The Molecular Basis of AID/APOBEC Deaminase Target Selection
AID/APOBEC cytosine deaminases play critical roles in adaptive and innate immunity. AID enzymes target cytosines in host immunoglobin locus genes to initiate class-switch recombination and somatic hypermutation, both of which contribute to antibody diversity. Of the APOBEC family, APOBEC1 targets the mRNA of the ApoB protein transcript to create a truncated protein involved in lipid transport, while APOBEC3 members contribute to innate immunity by targeting retroviruses and retroelements. These deaminases have several promising biotechnological applications, such as pairing with CRISPR systems to achieve more targeted base editing. However, AID/APOBECs have also been associated with pathogenic phenotypes and may play a role in tumor development.
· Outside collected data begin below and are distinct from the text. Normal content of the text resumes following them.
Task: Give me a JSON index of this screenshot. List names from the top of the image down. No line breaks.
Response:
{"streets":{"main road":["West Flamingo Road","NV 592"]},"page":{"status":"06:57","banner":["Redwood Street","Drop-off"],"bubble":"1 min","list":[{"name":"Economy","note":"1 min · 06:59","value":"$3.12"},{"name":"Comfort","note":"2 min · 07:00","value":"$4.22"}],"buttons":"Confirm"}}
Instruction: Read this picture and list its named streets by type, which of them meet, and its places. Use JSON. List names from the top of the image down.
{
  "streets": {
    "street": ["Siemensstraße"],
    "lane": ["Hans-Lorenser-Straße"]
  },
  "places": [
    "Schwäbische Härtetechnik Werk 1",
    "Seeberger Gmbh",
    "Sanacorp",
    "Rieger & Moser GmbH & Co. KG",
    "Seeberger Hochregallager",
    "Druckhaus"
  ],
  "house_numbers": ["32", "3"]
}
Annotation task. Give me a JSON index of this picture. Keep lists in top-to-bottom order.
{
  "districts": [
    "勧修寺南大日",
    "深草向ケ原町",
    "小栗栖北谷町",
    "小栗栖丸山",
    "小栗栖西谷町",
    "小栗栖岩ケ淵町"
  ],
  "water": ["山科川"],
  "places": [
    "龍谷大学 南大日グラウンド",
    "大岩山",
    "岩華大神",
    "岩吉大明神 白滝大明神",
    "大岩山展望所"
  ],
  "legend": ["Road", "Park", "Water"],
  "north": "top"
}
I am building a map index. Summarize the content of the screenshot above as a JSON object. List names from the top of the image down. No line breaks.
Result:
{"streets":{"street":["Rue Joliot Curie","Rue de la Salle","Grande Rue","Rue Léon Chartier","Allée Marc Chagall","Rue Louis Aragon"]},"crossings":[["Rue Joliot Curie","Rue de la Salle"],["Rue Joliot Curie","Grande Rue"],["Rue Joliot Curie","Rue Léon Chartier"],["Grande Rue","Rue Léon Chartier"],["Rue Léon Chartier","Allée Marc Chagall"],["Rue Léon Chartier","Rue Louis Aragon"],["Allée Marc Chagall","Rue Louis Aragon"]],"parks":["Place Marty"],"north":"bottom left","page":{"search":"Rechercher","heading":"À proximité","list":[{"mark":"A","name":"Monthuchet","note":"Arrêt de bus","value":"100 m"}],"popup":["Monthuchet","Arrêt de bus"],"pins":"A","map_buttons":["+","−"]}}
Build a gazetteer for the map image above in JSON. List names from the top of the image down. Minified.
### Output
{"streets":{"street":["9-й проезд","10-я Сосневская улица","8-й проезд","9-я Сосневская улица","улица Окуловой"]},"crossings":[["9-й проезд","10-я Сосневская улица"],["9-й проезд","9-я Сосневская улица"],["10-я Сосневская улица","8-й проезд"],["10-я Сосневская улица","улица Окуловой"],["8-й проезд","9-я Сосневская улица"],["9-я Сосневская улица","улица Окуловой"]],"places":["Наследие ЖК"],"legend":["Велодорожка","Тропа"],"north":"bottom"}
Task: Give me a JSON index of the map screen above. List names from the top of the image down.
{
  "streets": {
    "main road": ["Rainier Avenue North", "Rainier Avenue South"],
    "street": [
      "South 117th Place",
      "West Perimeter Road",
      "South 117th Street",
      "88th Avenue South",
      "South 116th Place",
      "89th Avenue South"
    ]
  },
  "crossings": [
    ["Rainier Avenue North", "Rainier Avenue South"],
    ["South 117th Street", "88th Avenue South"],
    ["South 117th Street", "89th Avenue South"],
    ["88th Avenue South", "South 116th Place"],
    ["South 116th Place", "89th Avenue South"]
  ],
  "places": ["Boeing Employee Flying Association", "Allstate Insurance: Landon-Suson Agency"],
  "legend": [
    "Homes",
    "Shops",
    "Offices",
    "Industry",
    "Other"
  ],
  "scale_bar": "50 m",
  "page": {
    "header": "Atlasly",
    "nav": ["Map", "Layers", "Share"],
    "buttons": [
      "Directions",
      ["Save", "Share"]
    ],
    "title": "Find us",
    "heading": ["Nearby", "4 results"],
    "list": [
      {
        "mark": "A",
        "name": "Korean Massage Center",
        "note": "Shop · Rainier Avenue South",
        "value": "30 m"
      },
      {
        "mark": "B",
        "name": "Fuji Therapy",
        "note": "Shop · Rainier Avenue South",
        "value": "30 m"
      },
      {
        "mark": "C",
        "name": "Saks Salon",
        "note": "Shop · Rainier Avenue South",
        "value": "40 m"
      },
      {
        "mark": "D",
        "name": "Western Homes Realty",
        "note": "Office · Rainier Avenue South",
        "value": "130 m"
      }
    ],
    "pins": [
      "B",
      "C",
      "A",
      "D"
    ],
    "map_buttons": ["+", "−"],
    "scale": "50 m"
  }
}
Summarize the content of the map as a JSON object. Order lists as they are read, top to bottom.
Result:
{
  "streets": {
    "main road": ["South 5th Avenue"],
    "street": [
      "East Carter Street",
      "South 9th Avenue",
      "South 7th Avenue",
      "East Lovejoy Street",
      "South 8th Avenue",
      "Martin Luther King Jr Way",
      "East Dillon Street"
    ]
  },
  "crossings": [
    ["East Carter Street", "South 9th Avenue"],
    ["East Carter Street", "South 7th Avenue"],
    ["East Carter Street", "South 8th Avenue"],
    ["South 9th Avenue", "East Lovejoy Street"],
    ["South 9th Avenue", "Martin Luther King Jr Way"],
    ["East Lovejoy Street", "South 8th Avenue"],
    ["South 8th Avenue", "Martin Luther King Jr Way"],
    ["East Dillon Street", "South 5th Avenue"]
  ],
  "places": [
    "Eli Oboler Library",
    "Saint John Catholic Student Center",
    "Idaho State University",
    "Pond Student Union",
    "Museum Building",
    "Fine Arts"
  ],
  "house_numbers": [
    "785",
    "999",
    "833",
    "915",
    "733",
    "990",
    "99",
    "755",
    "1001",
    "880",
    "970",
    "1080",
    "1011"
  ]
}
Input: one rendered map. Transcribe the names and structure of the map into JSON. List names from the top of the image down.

This project’s objectives are to (1) synthesize existing knowledge on the biochemical basis of AID/APOBEC substrate selectivity and (2) decipher how this knowledge can be leveraged to improve biotechnological applications, such as genomic base editors. To do so, we will begin with deamination activity on the target cytosine, focusing on the impact of its structural analogues adenine and zebularine, the relevance of epigenetic modifications at the C5 position, and the identity of the nucleotide sugar. Since the binding of substrate to deaminase implicates more than just the target cytosine, we will then analyze the influence of surrounding nucleotides on deaminase sequence preferences, as well as the influence of the secondary structures in which these nucleotides are found.